What am I doing wrong? I understand what I am trying to do, but I do not understand why it does not work. At each index in array there is a char*. By using the = symbol I am trying to assign each pointer to a block of memory allocated to it.

What am I doing wrong? Compiling with g++ -g -Wall

Answer 1

Try something like this:

array[0] = static_cast<char *>(malloc(sizeof(char)*6));

How should I cast the result of malloc in C++?

Answer 2

As others have pointed out, C++ does not allow an implicit conversion from void * to char *.

If this is really supposed to be C++ code, I'd advise using new instead of malloc for dynamic memory allocation, and for this particular code I'd advise using a vector of string instead of an array of char *:

#include <vector>
#include <string>
...
std::vector< std::string > array;
...
array[0] = "hello";  // literal is implicitly converted to an instance of string

The string and vector implementations do all the memory management for you.

If this is really supposed to be C code, simply compile it using gcc instead of g++.

Answer 3

Your code is valid C, but you are compiling your code as C++, which, unike C, has no implicit conversion from void* to char*.

If you intended to compile the code as C (in which case you do not require the cast), use gcc, instead of g++. Also make sure you your file does not end with an extension that gcc interprets as C++ (.cpp, .C, .cxx or .cc).
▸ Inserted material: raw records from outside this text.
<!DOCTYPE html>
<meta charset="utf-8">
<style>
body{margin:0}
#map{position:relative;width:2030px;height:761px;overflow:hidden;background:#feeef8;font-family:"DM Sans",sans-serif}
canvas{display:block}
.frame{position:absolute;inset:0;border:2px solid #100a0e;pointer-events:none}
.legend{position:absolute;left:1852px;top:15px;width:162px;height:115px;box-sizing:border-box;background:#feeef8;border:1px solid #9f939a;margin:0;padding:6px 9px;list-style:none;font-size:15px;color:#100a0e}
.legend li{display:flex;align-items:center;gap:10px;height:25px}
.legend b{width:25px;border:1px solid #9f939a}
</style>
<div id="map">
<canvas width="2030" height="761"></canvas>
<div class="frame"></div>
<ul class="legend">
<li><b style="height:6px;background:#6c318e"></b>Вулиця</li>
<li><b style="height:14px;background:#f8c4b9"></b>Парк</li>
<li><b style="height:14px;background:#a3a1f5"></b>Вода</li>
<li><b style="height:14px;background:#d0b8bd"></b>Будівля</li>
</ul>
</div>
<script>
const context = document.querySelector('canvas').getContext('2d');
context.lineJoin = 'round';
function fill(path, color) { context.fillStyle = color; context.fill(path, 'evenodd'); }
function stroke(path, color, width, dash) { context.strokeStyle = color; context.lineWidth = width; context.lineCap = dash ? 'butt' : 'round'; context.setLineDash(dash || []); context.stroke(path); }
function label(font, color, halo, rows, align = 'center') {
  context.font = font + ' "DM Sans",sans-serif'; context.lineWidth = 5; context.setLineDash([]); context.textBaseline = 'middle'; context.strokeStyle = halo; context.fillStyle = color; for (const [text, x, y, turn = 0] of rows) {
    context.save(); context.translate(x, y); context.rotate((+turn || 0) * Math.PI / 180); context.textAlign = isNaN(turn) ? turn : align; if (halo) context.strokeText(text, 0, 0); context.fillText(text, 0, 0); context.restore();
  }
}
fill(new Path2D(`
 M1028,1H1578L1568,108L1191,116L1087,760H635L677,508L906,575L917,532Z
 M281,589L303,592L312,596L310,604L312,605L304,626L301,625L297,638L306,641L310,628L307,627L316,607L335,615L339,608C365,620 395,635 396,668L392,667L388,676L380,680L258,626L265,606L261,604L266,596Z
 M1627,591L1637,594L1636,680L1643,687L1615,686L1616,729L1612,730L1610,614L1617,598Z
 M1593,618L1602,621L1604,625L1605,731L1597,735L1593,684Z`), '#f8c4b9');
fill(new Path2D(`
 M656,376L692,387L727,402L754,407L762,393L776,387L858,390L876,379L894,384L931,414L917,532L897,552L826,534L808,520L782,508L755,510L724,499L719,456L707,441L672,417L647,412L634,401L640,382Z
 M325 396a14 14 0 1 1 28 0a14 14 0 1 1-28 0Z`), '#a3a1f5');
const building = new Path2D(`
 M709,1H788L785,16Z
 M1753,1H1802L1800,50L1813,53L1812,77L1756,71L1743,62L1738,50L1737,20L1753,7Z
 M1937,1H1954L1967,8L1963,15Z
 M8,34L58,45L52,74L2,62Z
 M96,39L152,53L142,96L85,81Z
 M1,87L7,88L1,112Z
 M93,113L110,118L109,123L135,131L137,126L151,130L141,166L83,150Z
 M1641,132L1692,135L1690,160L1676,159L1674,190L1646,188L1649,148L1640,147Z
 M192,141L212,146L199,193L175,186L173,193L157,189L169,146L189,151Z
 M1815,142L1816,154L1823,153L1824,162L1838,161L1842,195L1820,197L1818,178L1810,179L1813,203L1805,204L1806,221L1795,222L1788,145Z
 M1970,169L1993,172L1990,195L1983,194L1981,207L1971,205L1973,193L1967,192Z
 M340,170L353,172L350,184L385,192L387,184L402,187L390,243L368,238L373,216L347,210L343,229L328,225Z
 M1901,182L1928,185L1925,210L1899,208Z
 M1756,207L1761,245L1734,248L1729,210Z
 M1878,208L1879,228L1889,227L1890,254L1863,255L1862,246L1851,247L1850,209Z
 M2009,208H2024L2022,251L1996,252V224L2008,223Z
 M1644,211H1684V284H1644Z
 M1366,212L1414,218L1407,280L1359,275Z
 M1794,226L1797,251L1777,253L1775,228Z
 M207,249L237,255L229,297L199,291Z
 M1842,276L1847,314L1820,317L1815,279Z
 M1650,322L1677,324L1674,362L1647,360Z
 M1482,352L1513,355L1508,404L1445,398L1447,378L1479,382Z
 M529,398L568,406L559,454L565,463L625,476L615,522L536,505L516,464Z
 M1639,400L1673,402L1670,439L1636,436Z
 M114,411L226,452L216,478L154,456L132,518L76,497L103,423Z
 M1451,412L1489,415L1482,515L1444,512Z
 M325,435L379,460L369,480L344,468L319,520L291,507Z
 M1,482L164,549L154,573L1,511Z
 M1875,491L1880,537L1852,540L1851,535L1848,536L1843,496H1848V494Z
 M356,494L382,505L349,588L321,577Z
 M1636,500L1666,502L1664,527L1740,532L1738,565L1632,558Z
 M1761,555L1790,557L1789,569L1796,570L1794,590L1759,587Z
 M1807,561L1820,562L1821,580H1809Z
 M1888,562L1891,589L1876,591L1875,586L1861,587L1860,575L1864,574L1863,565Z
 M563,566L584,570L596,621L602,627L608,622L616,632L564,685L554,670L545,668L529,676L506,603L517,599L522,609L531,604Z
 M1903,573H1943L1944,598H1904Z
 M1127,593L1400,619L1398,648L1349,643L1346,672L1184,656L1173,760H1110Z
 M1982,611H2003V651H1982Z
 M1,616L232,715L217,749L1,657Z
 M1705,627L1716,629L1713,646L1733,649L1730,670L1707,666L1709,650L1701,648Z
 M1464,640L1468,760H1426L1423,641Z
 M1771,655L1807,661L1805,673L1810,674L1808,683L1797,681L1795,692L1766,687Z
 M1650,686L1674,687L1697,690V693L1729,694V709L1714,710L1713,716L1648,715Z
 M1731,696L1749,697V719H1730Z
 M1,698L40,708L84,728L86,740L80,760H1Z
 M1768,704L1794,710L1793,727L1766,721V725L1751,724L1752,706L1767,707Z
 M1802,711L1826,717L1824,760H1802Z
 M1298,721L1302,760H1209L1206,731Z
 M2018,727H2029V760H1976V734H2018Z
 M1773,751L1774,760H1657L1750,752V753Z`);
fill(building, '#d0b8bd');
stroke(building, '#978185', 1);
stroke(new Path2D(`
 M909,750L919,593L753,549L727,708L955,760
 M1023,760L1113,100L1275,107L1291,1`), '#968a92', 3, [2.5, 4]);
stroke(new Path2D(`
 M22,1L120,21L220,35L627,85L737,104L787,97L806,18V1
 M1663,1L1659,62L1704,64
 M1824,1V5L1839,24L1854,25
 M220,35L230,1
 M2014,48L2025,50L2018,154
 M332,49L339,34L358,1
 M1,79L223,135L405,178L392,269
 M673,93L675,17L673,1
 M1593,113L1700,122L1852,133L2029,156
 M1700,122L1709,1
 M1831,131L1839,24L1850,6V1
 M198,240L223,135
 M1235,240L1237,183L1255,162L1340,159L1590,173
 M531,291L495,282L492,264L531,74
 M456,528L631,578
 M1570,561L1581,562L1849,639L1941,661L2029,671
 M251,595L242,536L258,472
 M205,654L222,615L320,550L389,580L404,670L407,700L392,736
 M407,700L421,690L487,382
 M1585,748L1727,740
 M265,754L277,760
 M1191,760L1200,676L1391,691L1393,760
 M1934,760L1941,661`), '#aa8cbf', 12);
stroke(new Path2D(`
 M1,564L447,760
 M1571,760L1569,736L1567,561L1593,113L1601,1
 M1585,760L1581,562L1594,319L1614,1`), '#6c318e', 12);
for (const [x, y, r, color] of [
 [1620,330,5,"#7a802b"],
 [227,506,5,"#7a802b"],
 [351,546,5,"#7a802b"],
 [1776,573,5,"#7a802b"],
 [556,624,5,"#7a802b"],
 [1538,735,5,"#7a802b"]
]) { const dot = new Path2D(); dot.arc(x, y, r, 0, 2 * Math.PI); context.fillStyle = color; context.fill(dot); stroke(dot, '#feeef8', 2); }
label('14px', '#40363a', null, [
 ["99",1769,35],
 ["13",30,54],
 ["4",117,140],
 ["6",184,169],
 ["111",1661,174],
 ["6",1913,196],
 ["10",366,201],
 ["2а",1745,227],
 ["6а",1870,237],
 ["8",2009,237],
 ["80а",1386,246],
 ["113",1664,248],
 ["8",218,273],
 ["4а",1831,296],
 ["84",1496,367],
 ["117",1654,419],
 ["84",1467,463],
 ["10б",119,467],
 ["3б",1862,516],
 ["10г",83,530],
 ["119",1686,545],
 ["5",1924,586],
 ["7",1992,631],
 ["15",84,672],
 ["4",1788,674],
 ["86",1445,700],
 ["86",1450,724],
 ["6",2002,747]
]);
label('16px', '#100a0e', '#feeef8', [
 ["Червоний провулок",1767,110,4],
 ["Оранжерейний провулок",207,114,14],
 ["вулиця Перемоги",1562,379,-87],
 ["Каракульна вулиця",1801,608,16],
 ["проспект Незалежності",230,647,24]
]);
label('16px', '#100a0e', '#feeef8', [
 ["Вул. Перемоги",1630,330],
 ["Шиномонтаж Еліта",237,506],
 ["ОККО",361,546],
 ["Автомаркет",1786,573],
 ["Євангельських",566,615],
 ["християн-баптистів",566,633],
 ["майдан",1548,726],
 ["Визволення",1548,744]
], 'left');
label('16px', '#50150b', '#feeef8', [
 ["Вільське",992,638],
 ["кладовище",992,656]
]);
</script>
Or play it safe and use the .c extension.

---

If you want to make the code valid C++, you need to cast to char*:

array[0] = (char*)malloc(sizeof(char)*6);

Answer 4

This is probably the most visible difference between C and C++: C can implicitely convert the void* returned by malloc() to any other type, C++ can't.

Now, by compiling with g++, or by using a .cpp file name extension, you are compiling your code as C++ code, not C code. Use gcc instead and make sure that your source file ends with .c, and your code will compile fine.

An alternative solution is to add the cast that C++ requires: array[0] = static_cast<char*>(malloc(sizeof(char)*6));

Answer 5

What am I doing wrong? Compiling with g++ -g -Wall

g++ always compile a .c file as .cpp. Compile it with a C compiler (like GCC). In C++, you must have to cast the return value of malloc. In case of C, do not cast return value of malloc.